Flávio Ferreira criticou o desmonte ambiental protagonizado pelo atual governo. “O que nós temos visto no governo federal é o desmonte da máquina que fiscaliza, a falta de uma política séria, de respeito ao meio ambiente e, a partir daí, isso desagua é em tudo”, frisou.

Na mesma linha, o secretário-executivo do Fórum Mato-grossense de Meio Ambiente e Desenvolvimento (Formad), Herman Oliveira, apontou o retrocesso ambiental como um dos males pelos quais passa o País.

“Há quase dois anos nós tivemos um desmonte da política ambiental. Um desmonte – de certa forma eu diria – irresponsável, porque sem essa política os desastres ambientais não recebem as medidas preventivas, protetivas e ações emergenciais eficazes”, afirmou. Herman citou ainda que essa estrutura de proteção ambiental foi construída ao longo dos anos, juntamente com a participação das organizações não governamentais”, acrescentou.

Secretário Executivo do Fórum Mato-grossense de Meio Ambiente e Desenvolvimento – Formad, Herman Oliveira

Alerta

A coordenadora técnica do Instituto Homem Pantaneiro, Letícia Larcher, informou que o primeiro alerta foi dado aos órgãos públicos no dia 24 de janeiro, quando encaminhou um comunicado às autoridades sobre a questão do fogo na Serra do Amolar, que se situa em Corumbá (MS). “Isso significa que a temporada seca e o momento do fogo que deveria ser em agosto e setembro, na Serra do Amolar, chegou em fevereiro”, contou Leticia.

“Nossos braços para conter o fogo acabaram lá em março. Hoje temos 100 pessoas, entre colaboradores do instituto, brigadistas de órgãos governamentais e voluntários atuando na região, mas não vemos que horas o fogo vai acabar”, completou.

Para evitar catástrofe como essa que está ocorrendo no Pantanal, Letícia Larcher defende a unidade das ações, o trabalho em rede, em conjunto. “É o que pode evitar que o problema se agrave e que no próximo ano não haja tantas queimadas”, disse. Ela defendeu também a manutenção de brigadas permanentes, bem equipadas e capacitadas, para combater o fogo que se inicia rapidamente.

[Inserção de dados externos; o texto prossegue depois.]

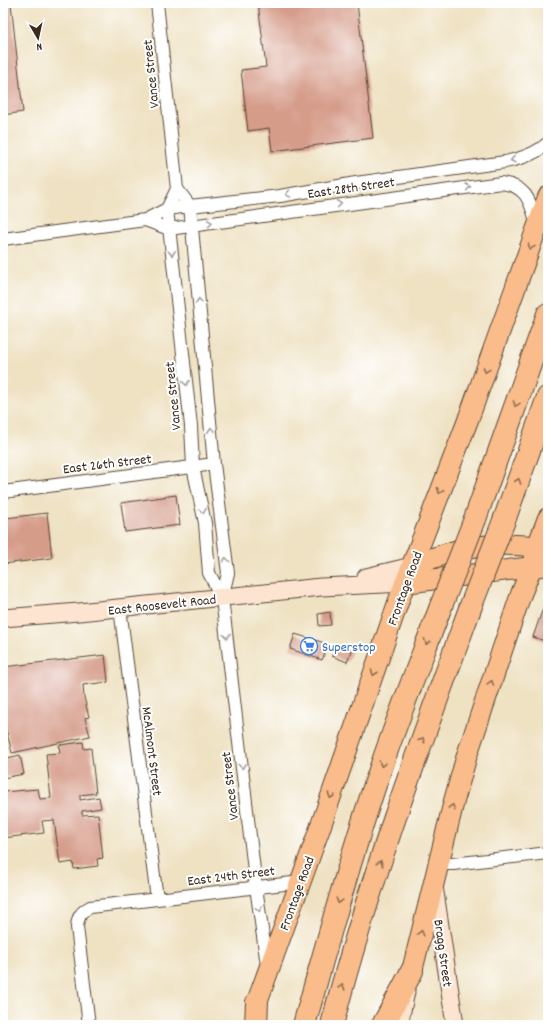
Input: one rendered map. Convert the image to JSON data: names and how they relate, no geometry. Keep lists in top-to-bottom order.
{
  "streets": {
    "main road": ["Frontage Road", "East Roosevelt Road", "Bragg Street"],
    "street": [
      "Vance Street",
      "East 28th Street",
      "East 26th Street",
      "McAlmont Street",
      "East 24th Street"
    ]
  },
  "crossings": [
    ["Vance Street", "East 28th Street"],
    ["Vance Street", "East 26th Street"],
    ["Vance Street", "Frontage Road"],
    ["Vance Street", "East Roosevelt Road"],
    ["Vance Street", "East 24th Street"],
    ["East 28th Street", "Frontage Road"],
    ["Frontage Road", "East Roosevelt Road"],
    ["Frontage Road", "East 24th Street"],
    ["East Roosevelt Road", "McAlmont Street"],
    ["McAlmont Street", "East 24th Street"]
  ],
  "places": {
    "supermarket": ["Superstop"]
  },
  "north": "bottom"
}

Coordenadora-Tecnica-do-Instituto-Homem-Pantaneiro-Leticia-Larcher.jpg

Legislação

A deputada Professora Rosa Neide apontou para a necessidade de o Congresso Nacional atualizar a legislação, expandido os limites do bioma. Ela lembrou que as nascentes dos principais rios pantaneiros estão localizadas no Planalto de Mato Grosso. “Atualmente elas estão desmatadas e queimadas. O plantio da monocultura tem avançado nessas áreas. A legislação precisa garantir a recuperação dessas nascentes e sua preservação permanente”, defendeu.

Rosa Neide defendeu ainda que o Congresso Nacional e a sociedade debatam os impactos que o plantio de soja, milho e algodão podem causar no Planalto Pantaneiro. “Nesse momento dramático de seca extrema, onde o Pantanal continua sendo devastado pelos incêndios, precisamos fazer esse debate. Precisamos ir a fundo para identificar e solucionar as causas dessa tragédia. Para isso, contamos com participação de todos que amam o Pantanal e também do trabalho da imprensa livre, que tem mostrado ao mundo o drama que estamos vivenciando no bioma” afirmou a deputada.

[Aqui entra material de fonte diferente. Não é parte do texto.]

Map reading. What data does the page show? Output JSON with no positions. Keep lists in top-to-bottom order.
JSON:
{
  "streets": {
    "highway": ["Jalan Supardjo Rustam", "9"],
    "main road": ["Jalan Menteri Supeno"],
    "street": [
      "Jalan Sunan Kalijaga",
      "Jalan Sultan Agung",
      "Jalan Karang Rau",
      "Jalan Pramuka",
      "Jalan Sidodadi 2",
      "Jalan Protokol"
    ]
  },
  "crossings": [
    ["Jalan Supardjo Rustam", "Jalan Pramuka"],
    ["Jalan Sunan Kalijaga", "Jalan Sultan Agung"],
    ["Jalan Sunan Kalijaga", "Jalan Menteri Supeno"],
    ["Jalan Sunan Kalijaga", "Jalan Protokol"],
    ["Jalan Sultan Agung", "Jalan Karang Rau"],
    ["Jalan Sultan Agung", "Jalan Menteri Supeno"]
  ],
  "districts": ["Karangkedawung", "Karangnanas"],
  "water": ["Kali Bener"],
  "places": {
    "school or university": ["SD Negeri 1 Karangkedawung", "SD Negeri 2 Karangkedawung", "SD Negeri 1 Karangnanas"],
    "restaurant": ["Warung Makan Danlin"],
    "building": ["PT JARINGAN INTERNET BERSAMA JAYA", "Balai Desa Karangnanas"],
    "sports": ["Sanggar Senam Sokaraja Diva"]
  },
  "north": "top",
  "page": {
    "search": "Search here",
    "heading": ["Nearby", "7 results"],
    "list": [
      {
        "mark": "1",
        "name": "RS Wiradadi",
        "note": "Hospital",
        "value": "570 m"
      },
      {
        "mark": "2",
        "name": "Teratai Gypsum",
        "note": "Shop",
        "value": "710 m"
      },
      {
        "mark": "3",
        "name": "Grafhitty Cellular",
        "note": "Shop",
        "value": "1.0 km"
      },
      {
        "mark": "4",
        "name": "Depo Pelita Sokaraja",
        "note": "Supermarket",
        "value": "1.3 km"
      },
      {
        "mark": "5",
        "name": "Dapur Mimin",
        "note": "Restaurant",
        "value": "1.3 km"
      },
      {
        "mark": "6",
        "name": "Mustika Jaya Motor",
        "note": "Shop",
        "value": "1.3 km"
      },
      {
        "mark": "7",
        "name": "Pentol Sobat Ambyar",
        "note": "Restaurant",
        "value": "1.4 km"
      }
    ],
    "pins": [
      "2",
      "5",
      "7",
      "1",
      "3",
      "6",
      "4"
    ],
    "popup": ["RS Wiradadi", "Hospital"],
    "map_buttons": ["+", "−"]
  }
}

Ou Sales ou o Meio Ambiente

Ao se pronunciar, o deputado Nilto Tatto (PT-SP) sentenciou: “Ou a gente tem Bolsonaro e Salles ou a gente tem o Pantanal. Aí, é importante que todos que defendem o Pantanal tenha consciência sobre isso. Aquilo que cabe aos parlamentares fazer, nós estamos fazendo”, disse Tatto.

Deputado Nilto Tatto

Protagonismo das ONGs

O presidente da Fundação de Apoio à Vida nos Trópicos (Ecotrópica), Ilvanio Martins, também acredita que o Estado retardou a assistência. “A situação era previsível, e todos poderiam ter contribuído para minimizar os efeitos”, observou. Para ele, ainda hoje falta integração entre as instituições para lidar com situações de calamidade.

Martins afirmou que as ONGs atuaram na linha de frente para garantir que mais pessoas fossem assistidas com água e alimentação nos últimos meses, além dos animais da região. Segundo ele, as ONGs chegam primeiro e alcançam mais pessoas do que o Estado.

O representante do Comitê Popular do Rio Paraguai, Isidoro Salomão também é da mesma opinião. “Em fevereiro já estávamos convivendo com a seca em nascentes”, disse.

Ele também apontou demora na chegada de bombeiros e governantes para lidar com os incêndios na região e ressaltou que o desmatamento favorece as queimadas. “Pedimos que os governantes se organizem”, afirmou, salientando a necessidade de que as populações locais sejam ouvidas.

Criminalização das ONG

O secretário-executivo do Formad, Herman Oliveira, disse que o momento é de criminalização das organizações não governamentais, que, conforme ele, atuam onde o governo e as empresas não chegam. Na sua avaliação, o desmonte da estrutura do Sistema Nacional do Meio Ambiente (Sisnama) tem contribuído para os recentes desastres ambientais no País. Ele cita o enfraquecimento da participação de representantes das organizações da sociedade civil no Sisnama como parte desse desmonte.

Manejo do fogo

Representante da SOS Pantanal e do Onçafari, Leonardo Gomes acredita que é preciso dar assessoria aos proprietários rurais e populações pantaneiras para que reaprendam a lidar com o fogo, já que não é mais possível usar as mesmas práticas de manejo de sempre, diante da previsão de seca por mais cinco ou seis anos na região.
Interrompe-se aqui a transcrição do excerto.